:: Try it ::
How many lines of these records hold the string "Ejército"? Reply with the number alone.

:: Input material ::
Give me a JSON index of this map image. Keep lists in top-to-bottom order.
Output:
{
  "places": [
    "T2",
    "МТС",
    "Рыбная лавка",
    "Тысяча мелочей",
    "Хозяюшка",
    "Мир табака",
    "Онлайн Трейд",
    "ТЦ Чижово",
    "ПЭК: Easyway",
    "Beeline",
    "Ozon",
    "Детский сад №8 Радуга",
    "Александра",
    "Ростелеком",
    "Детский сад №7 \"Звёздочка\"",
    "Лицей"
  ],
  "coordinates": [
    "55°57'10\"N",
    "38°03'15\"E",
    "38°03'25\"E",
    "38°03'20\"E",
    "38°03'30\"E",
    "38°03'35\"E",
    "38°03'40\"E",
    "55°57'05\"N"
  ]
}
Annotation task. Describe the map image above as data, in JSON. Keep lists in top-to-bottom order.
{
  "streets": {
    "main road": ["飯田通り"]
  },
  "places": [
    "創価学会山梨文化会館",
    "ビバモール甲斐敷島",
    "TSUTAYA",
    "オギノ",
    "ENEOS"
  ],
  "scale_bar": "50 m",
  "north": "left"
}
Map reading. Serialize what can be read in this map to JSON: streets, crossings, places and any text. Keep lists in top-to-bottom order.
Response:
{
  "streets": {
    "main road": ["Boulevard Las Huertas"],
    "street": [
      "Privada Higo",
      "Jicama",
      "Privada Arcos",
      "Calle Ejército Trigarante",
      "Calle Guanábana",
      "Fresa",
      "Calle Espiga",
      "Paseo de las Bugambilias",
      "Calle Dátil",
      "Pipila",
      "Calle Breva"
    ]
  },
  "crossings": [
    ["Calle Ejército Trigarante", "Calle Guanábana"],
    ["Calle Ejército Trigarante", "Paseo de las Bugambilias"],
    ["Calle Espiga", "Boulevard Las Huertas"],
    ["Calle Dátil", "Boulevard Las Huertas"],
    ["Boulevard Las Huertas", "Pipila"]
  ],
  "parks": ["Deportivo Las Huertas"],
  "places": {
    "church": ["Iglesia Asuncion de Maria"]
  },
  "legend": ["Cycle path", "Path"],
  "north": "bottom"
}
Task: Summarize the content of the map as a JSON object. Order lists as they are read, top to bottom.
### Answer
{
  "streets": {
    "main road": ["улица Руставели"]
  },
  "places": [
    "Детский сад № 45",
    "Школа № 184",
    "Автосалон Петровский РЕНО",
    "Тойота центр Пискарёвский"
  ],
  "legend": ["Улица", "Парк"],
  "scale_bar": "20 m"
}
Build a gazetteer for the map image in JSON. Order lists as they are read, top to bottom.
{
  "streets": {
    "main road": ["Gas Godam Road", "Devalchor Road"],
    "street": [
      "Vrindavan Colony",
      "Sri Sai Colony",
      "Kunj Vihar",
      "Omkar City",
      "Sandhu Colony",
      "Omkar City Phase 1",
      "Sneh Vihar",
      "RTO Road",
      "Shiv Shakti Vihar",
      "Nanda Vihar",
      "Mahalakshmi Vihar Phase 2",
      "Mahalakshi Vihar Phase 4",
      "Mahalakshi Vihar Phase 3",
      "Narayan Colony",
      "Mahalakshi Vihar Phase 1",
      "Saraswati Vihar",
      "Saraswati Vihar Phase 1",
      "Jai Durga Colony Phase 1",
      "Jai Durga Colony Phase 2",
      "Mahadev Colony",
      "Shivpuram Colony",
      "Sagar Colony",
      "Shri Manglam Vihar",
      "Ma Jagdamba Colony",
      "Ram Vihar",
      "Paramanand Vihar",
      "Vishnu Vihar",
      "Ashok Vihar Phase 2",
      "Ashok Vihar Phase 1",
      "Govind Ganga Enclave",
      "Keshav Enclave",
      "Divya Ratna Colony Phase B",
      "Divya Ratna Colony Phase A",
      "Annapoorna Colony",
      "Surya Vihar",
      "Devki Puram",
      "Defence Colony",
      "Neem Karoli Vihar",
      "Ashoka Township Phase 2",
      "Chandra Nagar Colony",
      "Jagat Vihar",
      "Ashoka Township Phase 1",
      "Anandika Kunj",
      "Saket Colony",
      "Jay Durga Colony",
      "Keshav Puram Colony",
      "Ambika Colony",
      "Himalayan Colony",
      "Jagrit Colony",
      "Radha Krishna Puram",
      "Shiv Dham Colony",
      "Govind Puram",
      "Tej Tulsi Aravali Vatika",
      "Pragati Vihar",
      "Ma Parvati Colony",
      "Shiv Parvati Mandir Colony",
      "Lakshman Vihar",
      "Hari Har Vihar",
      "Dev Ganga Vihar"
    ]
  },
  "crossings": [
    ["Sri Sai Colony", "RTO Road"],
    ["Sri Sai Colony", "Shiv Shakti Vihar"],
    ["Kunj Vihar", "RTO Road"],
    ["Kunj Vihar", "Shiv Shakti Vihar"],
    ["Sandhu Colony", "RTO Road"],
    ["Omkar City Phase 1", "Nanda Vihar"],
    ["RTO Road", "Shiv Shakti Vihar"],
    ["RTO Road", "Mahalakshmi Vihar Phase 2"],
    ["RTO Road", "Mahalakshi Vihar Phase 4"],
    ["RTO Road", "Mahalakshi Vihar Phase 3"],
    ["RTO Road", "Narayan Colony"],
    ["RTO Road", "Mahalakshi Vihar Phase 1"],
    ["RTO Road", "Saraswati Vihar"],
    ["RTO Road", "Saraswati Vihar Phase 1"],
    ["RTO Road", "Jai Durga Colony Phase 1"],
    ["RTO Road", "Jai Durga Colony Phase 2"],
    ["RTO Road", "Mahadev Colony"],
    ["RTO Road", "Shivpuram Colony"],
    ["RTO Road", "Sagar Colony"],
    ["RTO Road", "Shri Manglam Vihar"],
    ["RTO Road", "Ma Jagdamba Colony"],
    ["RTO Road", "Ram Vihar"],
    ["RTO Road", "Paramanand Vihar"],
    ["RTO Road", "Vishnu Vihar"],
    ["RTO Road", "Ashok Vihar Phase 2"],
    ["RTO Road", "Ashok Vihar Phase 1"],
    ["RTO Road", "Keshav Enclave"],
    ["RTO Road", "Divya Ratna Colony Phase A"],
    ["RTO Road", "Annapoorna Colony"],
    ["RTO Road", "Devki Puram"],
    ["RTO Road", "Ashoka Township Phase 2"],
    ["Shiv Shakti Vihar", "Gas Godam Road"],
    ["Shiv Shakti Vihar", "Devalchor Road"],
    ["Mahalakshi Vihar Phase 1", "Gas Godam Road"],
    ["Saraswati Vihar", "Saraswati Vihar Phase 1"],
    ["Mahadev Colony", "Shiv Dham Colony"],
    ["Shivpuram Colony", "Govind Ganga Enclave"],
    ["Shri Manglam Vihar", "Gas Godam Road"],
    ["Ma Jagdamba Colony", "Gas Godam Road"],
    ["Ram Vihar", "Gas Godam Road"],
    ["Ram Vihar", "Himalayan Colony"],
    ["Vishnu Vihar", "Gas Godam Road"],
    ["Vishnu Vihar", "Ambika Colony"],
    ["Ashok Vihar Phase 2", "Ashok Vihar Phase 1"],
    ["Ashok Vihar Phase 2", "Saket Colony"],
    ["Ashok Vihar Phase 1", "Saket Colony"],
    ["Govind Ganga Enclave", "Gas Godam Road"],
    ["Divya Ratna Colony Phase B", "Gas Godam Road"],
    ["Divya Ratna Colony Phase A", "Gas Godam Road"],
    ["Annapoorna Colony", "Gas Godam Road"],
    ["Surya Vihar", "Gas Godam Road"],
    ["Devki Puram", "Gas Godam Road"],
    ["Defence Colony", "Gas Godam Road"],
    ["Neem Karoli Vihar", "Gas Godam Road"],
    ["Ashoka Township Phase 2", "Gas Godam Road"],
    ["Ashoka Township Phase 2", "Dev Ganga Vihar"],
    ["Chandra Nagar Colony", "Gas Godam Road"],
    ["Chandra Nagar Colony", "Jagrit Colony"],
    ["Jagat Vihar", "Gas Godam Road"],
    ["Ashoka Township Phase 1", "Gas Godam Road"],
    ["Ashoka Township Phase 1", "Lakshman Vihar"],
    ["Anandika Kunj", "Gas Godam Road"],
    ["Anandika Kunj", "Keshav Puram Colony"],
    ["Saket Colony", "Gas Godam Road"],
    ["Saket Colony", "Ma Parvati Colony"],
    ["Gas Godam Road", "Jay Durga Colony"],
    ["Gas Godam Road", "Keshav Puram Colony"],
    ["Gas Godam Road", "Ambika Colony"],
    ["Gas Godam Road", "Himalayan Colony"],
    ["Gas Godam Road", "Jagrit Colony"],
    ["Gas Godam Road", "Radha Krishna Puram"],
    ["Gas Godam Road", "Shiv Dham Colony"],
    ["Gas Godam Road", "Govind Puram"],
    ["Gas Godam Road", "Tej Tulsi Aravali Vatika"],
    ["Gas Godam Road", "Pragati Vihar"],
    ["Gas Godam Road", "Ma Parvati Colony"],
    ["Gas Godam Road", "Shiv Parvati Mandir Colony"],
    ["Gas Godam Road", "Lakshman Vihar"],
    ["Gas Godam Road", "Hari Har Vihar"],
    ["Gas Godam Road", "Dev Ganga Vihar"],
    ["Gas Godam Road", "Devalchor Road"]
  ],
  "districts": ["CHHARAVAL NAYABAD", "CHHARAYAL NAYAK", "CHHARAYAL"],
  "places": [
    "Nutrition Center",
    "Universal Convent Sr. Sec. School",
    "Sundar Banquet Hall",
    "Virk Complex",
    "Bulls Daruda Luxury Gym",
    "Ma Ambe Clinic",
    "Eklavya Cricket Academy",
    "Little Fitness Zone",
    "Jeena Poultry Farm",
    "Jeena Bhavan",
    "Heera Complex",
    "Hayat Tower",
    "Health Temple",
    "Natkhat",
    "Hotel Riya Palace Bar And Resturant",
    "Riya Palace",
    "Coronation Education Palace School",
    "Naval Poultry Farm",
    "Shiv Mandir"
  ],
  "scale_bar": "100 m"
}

:: Response ::
3